*Description of the task*. Find every line below with the word "position" in it, and copy each one.

*Data records*.
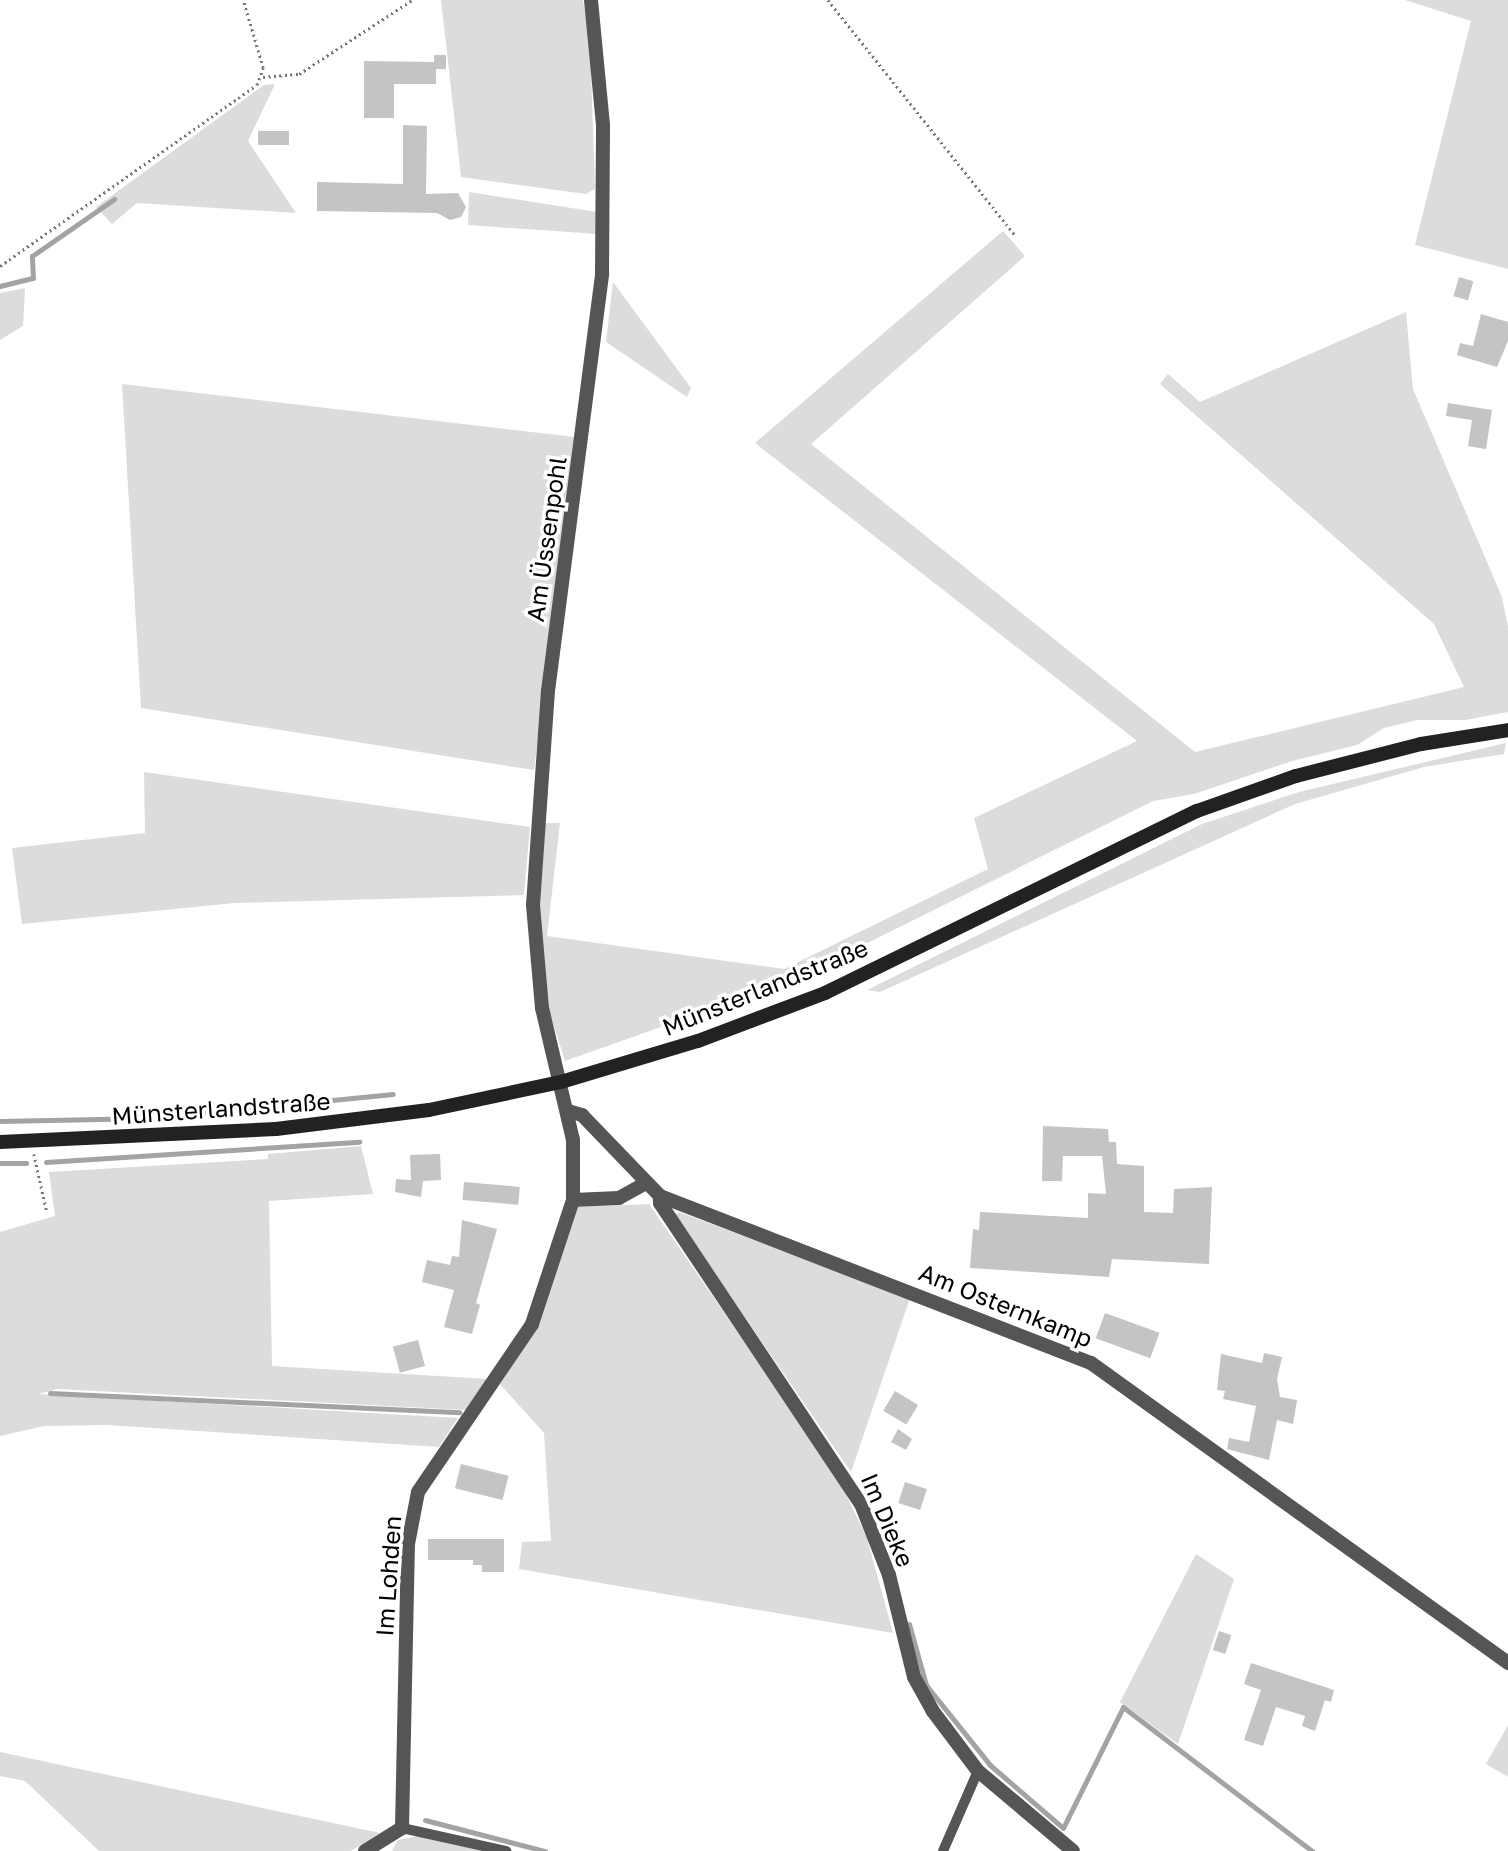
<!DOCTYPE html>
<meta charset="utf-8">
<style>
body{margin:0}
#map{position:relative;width:1508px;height:1851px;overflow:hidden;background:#fff;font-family:"Golos Text",sans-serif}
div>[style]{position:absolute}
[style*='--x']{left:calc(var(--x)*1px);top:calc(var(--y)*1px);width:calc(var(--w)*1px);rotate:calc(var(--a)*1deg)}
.green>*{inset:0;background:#dcdcdc}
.stream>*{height:5px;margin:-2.5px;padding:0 2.5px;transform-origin:2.5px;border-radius:2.5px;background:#a3a3a3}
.building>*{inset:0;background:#c4c4c4;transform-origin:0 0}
.path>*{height:2.5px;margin-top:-1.25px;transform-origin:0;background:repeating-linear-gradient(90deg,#777 0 2px,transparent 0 5.5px)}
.service>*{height:10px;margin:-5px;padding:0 5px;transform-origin:5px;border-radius:5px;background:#555}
.minor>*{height:14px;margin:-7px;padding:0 7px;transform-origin:7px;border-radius:7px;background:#555}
.secondary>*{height:14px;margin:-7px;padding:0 7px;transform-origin:7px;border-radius:7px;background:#222}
span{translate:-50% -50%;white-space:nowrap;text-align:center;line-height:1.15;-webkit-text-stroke:7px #fff;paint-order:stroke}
.street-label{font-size:24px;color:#000}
</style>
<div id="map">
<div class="green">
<div style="clip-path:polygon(441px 0,583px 0,590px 42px,595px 189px,586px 194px,461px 177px)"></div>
<div style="clip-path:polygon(1405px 0,1508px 0,1508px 269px,1415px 245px,1471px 21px)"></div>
<div style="clip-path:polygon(275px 84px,248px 141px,296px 213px,137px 203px,112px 224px,96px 207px,264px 85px)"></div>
<div style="clip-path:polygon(469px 192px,597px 212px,597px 234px,468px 225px)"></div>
<div style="clip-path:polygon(1003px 231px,1025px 256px,811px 444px,1195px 752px,1464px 687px,1434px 624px,1160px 384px,1168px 374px,1200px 402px,1406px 312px,1413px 389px,1502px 597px,1508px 627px,1508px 712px,1465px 720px,1417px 720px,1384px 728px,1357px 745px,1292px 761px,1194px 794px,1153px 801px,791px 981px,565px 1061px,548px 1007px,537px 925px,543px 823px,560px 823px,547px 936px,784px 969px,988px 869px,974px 818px,1137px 741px,755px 443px)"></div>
<div style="clip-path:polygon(613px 282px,691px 388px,687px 397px,606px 342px)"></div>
<div style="clip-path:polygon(25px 288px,23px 326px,0 340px,0 293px)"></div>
<div style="clip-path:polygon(122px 384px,575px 437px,534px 770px,141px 708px)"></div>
<div style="clip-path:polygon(1506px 743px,1504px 754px,1424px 767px,1295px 804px,880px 992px,867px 990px,1202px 824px,1299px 792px)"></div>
<div style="clip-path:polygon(144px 772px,530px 827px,524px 895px,235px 903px,22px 924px,12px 848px,145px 833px)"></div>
<div style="clip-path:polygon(361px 1146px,373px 1194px,269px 1201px,272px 1366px,488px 1379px,466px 1410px,57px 1389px,39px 1394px,458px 1418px,439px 1447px,107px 1425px,44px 1426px,0 1436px,0 1232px,55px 1216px,49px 1172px,268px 1159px,268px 1154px)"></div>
<div style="clip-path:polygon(649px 1204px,837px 1476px,867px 1538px,893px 1633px,519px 1569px,522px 1542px,551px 1541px,544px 1433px,500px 1384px,538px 1325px,578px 1207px)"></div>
<div style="clip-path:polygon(679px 1212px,910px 1298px,851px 1472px,675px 1215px)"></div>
<div style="clip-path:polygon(1196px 1554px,1234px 1579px,1178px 1744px,1120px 1702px)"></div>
<div style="clip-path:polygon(1508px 1725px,1508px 1777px,1486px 1764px)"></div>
<div style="clip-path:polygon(0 1752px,380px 1833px,351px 1851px,99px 1851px,25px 1781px,0 1776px)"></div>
<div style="clip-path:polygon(418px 1836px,488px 1851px,392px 1851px,398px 1840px)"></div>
</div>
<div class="stream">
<div style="--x:0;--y:286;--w:34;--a:-14"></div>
<div style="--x:33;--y:278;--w:22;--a:-93"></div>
<div style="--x:32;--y:256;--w:100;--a:-34.8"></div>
<div style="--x:0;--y:1121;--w:149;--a:-1.2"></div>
<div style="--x:149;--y:1118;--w:245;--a:-5.6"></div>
<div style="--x:46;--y:1162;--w:314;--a:-3.7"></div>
<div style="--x:0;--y:1163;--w:26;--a:0"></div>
<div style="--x:50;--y:1393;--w:410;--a:2.7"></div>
<div style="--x:909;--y:1624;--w:63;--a:74.4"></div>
<div style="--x:926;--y:1685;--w:102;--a:51.3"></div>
<div style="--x:990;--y:1765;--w:96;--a:40.8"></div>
<div style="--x:1063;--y:1828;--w:135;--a:-63.6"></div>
<div style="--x:1123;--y:1707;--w:238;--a:37.3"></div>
<div style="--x:425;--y:1820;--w:124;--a:14.5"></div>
</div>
<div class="building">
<div style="clip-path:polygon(434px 55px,446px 55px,446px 69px,436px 69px,436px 84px,394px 84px,394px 118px,364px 118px,364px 61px,434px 62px)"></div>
<div style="clip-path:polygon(403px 125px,427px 126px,426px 194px,458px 193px,466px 207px,461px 217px,450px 220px,437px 213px,317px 211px,317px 182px,403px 184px)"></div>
<div style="left:258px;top:131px;width:31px;height:14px"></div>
<div style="left:1459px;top:277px;width:15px;height:20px;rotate:16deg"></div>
<div style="clip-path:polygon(1481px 314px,1508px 322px,1508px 341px,1497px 367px,1457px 355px,1460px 343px,1473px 346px)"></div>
<div style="clip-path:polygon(1448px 403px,1492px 410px,1486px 449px,1468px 446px,1472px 420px,1446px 416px)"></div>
<div style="clip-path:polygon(1043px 1126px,1108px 1129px,1109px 1142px,1116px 1142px,1117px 1164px,1144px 1166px,1144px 1212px,1173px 1213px,1174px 1189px,1212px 1187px,1209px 1264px,1112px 1259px,1109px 1277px,970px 1268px,973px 1229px,979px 1230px,980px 1212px,1088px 1218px,1088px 1193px,1106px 1194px,1102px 1156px,1063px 1156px,1062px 1181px,1042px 1181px)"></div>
<div style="clip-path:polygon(440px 1154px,441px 1180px,423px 1181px,421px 1197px,395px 1192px,396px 1179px,411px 1180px,410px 1155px)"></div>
<div style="left:464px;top:1182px;width:56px;height:18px;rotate:5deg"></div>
<div style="clip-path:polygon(462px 1220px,497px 1229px,476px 1303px,480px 1305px,472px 1334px,444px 1327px,454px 1290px,422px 1282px,427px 1260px,450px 1265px,452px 1256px,459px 1257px)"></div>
<div style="left:1105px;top:1313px;width:58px;height:27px;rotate:20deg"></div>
<div style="left:418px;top:1340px;width:27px;height:26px;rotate:75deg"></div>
<div style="clip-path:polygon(1264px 1353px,1282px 1357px,1277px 1379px,1280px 1397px,1297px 1400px,1293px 1424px,1277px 1420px,1269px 1460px,1227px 1449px,1229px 1438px,1249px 1442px,1256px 1406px,1223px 1399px,1225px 1391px,1217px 1390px,1221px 1354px,1262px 1363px)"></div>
<div style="left:895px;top:1391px;width:27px;height:23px;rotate:31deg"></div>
<div style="clip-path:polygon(898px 1429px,912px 1439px,906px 1450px,891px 1442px)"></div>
<div style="left:461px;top:1464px;width:49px;height:25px;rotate:14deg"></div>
<div style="left:905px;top:1482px;width:23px;height:22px;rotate:18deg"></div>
<div style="clip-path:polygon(428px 1539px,504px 1539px,504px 1572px,482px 1572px,482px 1565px,473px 1565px,473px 1560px,428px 1560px)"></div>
<div style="left:1219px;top:1631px;width:13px;height:20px;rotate:18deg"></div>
<div style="clip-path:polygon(1251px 1663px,1334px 1690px,1331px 1702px,1325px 1700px,1315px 1731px,1302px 1726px,1305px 1716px,1276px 1707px,1263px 1746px,1244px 1740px,1261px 1690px,1244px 1684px)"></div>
</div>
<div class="path">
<div style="--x:828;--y:0;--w:300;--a:51.5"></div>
<div style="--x:263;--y:77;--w:36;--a:-5"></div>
<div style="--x:299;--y:74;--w:135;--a:-33.2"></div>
<div style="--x:0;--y:266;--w:314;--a:-35.2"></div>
<div style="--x:257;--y:85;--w:18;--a:-71"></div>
<div style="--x:263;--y:68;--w:71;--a:-106.4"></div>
<div style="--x:34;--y:1154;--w:59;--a:77.4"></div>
</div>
<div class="service">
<div style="--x:402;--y:1828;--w:107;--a:12.5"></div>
<div style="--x:943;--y:1851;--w:87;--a:-66.4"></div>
</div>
<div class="minor">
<div style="--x:568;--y:1111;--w:15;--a:16"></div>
<div style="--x:582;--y:1115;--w:112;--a:46.1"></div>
<div style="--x:660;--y:1196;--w:462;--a:21.2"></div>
<div style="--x:1091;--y:1363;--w:514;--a:35.73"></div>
<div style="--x:660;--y:1196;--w:7;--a:90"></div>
<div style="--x:660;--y:1203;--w:362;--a:56.3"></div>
<div style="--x:861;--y:1504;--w:76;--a:68.5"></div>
<div style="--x:889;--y:1575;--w:105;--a:76.2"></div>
<div style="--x:914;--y:1677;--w:38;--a:61"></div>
<div style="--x:932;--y:1710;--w:76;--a:53"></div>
<div style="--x:978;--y:1771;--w:124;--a:40.1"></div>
<div style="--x:573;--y:1200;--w:46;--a:-2.5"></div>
<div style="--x:619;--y:1198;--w:29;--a:-29"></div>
<div style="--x:365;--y:1851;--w:44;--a:-31.9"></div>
<div style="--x:402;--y:1828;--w:284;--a:-88.8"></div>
<div style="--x:408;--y:1544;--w:53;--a:-79.1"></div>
<div style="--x:418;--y:1492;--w:203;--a:-55.8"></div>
<div style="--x:532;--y:1324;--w:131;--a:-71.7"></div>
<div style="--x:573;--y:1200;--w:60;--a:-90"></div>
<div style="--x:573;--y:1140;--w:136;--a:-103.2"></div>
<div style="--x:542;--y:1008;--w:103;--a:-95"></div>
<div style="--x:533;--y:905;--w:215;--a:-86"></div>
<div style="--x:548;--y:691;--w:421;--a:-82.6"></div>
<div style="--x:602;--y:273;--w:148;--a:-89.6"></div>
<div style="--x:603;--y:125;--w:126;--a:-95.5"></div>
</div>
<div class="secondary">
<div style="--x:0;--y:1142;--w:276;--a:-2.7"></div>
<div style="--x:276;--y:1129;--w:154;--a:-7.1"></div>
<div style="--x:429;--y:1110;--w:135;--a:-12"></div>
<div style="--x:561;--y:1082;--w:143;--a:-16.7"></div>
<div style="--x:698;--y:1041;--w:136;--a:-20.7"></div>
<div style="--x:825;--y:993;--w:414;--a:-26.1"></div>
<div style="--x:1197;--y:811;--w:105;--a:-19.5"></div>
<div style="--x:1296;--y:776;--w:129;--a:-14.4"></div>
<div style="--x:1421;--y:744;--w:88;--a:-9.1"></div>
</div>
<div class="street-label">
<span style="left:546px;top:539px;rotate:-82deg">Am Üssenpohl</span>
<span style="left:765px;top:987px;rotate:-22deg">Münsterlandstraße</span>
<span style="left:221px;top:1108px;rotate:-4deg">Münsterlandstraße</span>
<span style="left:1006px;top:1305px;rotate:22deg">Am Osternkamp</span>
<span style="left:888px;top:1520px;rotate:67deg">Im Dieke</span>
<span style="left:388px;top:1576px;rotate:-86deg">Im Lohden</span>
</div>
</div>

*Written answer*.
#map{position:relative;width:1508px;height:1851px;overflow:hidden;background:#fff;font-family:"Golos Text",sans-serif}
div>[style]{position:absolute}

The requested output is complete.